John C. Reilly plays Dr. Jerry Buss. Buss was a Los Angeles real estate tycoon, enthusiastic womanizer, and sincere NBA fan. His fantasy was to turn The Los Angeles Lakers into a Championship team AND the hottest sports draw in the city.
The show never tries to sugarcoat Dr. Buss’s personal flaws. He was a terrible husband, a questionable father, and a dirty old man. But his dream for the Lakers was pure and he risked everything he had to make it happen.
Jerry Buss may not have been a good man. But he is the good guy in “Winning Time.” We see how one owner’s lust for life can bring a whole lot of joy to a city.
Dr. Buss finds a perfect partner in rookie point guard Magic Johnson (Quincy Isaiah). Young Magic shares the owner’s positivity and penchant for debauchery.
The parallels between Buss and Johnson are interesting. They are great for Los Angeles. And terrible for the people closest to them.
We always root for Magic. But the relationship with his high school sweetheart Cookie is troubling. Magic feels an intense possessiveness that he mistakes for love. He cares enough to sabotage Cookie’s relationship with her boyfriend but Magic never even considers being faithful to her.
Magic Johnson inevitably clashes with the veteran captain of the team: Kareem Abdul-Jabbar (Solomon Hughes). They are polar opposites.
Abdul-Jabbar is a dependable boyfriend and a pious, well-behaved citizen.
However, he has no desire to spread joy to the people of Los Angeles.

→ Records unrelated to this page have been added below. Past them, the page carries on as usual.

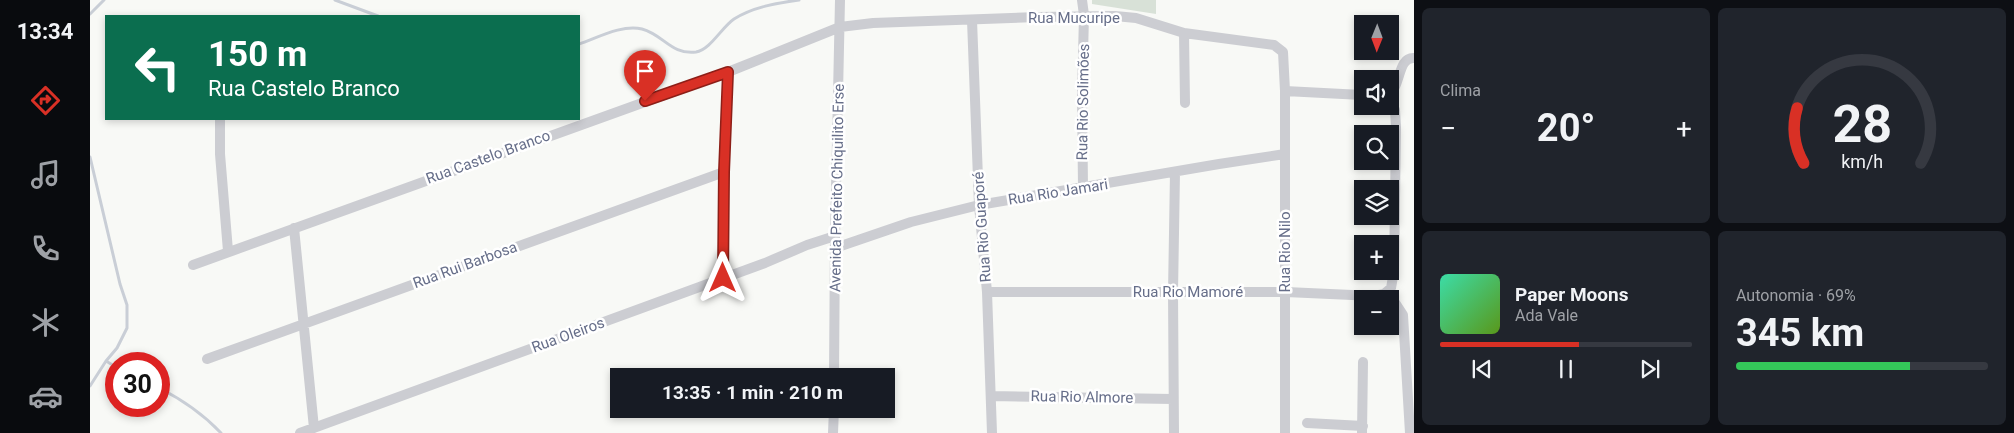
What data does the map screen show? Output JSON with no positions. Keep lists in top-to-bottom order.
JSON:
{
  "streets": {
    "street": [
      "Rua Mucuripe",
      "Rua Rio Solimões",
      "Rua Castelo Branco",
      "Avenida Prefeito Chiquilito Erse",
      "Rua Rio Jamari",
      "Rua Rio Guaporé",
      "Rua Rio Nilo",
      "Rua Rui Barbosa",
      "Rua Rio Mamoré",
      "Rua Oleiros",
      "Rua Rio Almore"
    ]
  },
  "crossings": [
    ["Rua Mucuripe", "Rua Rio Solimões"],
    ["Rua Mucuripe", "Rua Castelo Branco"],
    ["Rua Mucuripe", "Avenida Prefeito Chiquilito Erse"],
    ["Rua Mucuripe", "Rua Rio Guaporé"],
    ["Rua Mucuripe", "Rua Rio Nilo"],
    ["Rua Rio Solimões", "Rua Rio Jamari"],
    ["Rua Castelo Branco", "Avenida Prefeito Chiquilito Erse"],
    ["Avenida Prefeito Chiquilito Erse", "Rua Rio Jamari"],
    ["Avenida Prefeito Chiquilito Erse", "Rua Oleiros"],
    ["Rua Rio Jamari", "Rua Rio Guaporé"],
    ["Rua Rio Jamari", "Rua Rio Nilo"],
    ["Rua Rio Guaporé", "Rua Rio Mamoré"],
    ["Rua Rio Guaporé", "Rua Rio Almore"],
    ["Rua Rio Nilo", "Rua Rio Mamoré"]
  ],
  "north": "bottom",
  "page": {
    "tabs": "13:34",
    "tile": [
      "Clima",
      ["Autonomia · 69%", "345 km"]
    ],
    "map_buttons": ["+", "−"],
    "turn": ["150 m", "Rua Castelo Branco"],
    "heat": ["−", "20°", "+"],
    "song": ["Paper Moons", "Ada Vale"],
    "limit": "30",
    "trip": "13:35 · 1 min · 210 m",
    "gauge": ["28", "km/h"]
  }
}
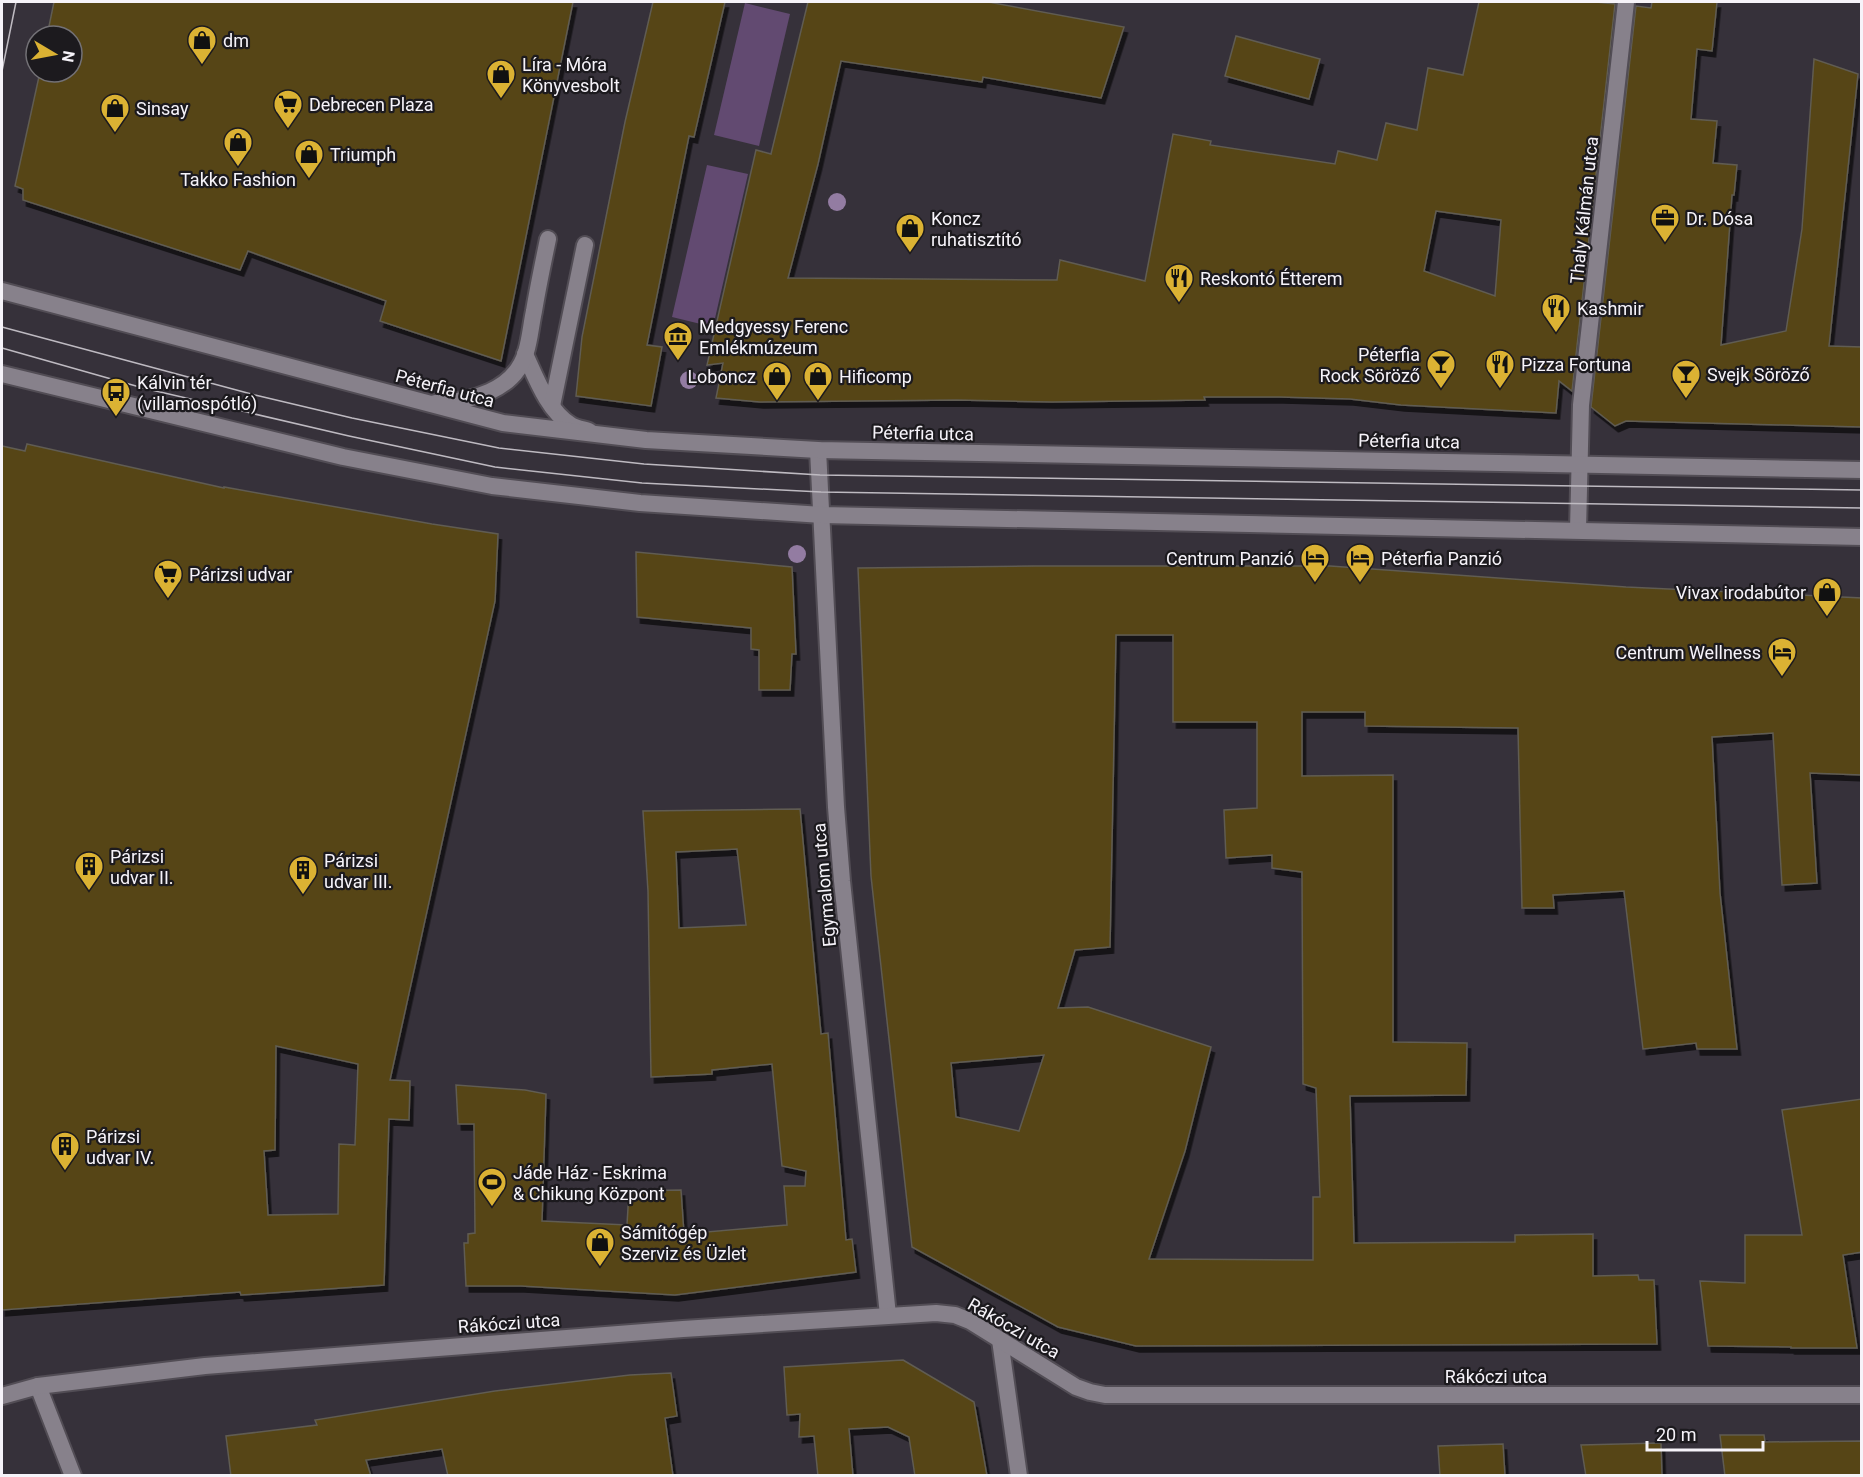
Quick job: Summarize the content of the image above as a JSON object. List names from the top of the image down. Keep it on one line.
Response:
{"streets":{"street":["Thaly Kálmán utca","Péterfia utca","Egymalom utca","Rákóczi utca"]},"crossings":[["Thaly Kálmán utca","Péterfia utca"],["Péterfia utca","Egymalom utca"],["Egymalom utca","Rákóczi utca"]],"places":{"shop":["dm","Líra - Móra Könyvesbolt","Sinsay","Takko Fashion","Triumph","Koncz ruhatisztító","Loboncz","Hificomp","Vivax irodabútor","Sámítógép Szerviz és Üzlet"],"supermarket":["Debrecen Plaza","Párizsi udvar"],"office":["Dr. Dósa"],"restaurant":["Reskontó Étterem","Kashmir","Pizza Fortuna"],"museum":["Medgyessy Ferenc Emlékmúzeum"],"bar":["Péterfia Rock Söröző","Svejk Söröző"],"bus stop":["Kálvin tér (villamospótló)"],"hotel":["Centrum Panzió","Péterfia Panzió","Centrum Wellness"],"building":["Párizsi udvar II.","Párizsi udvar III.","Párizsi udvar IV."],"sports":["Jáde Ház - Eskrima & Chikung Központ"]},"scale_bar":"20 m","north":"right"}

Abdul-Jabbar feels disdain for the city, disdain for White America, disdain for the NBA, and disdain for himself for cooperating with the league for personal profit.

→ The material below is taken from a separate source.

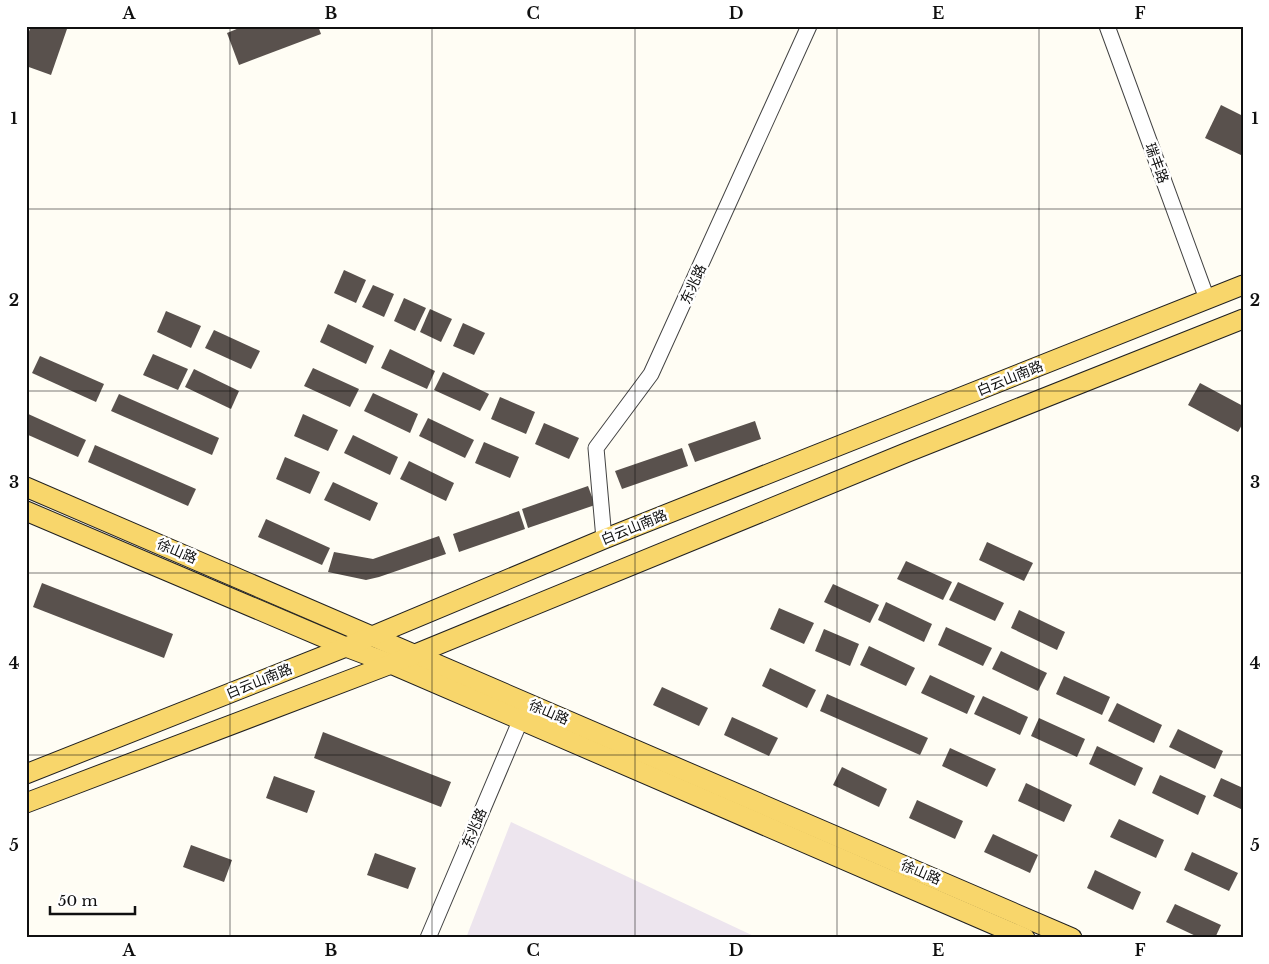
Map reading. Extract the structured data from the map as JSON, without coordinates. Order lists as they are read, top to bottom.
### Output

It is a powerful portrait of a man trying to move past his own paralyzing hate.
The amazing thing about “Winning Time” is that the great characters are just icing on the cake. What makes the series special is that every minute is a delight to watch. I eagerly look forward to each new episode. I feel visceral disappointment when the closing credits start rolling. I always want more.
I urge you turn on HBO (or HBO Max streaming service) every Sunday and get to know the 1979-1980 Los Angeles Lakers. Especially Dr. Jerry Buss: the coolest team owner you’ve ever seen.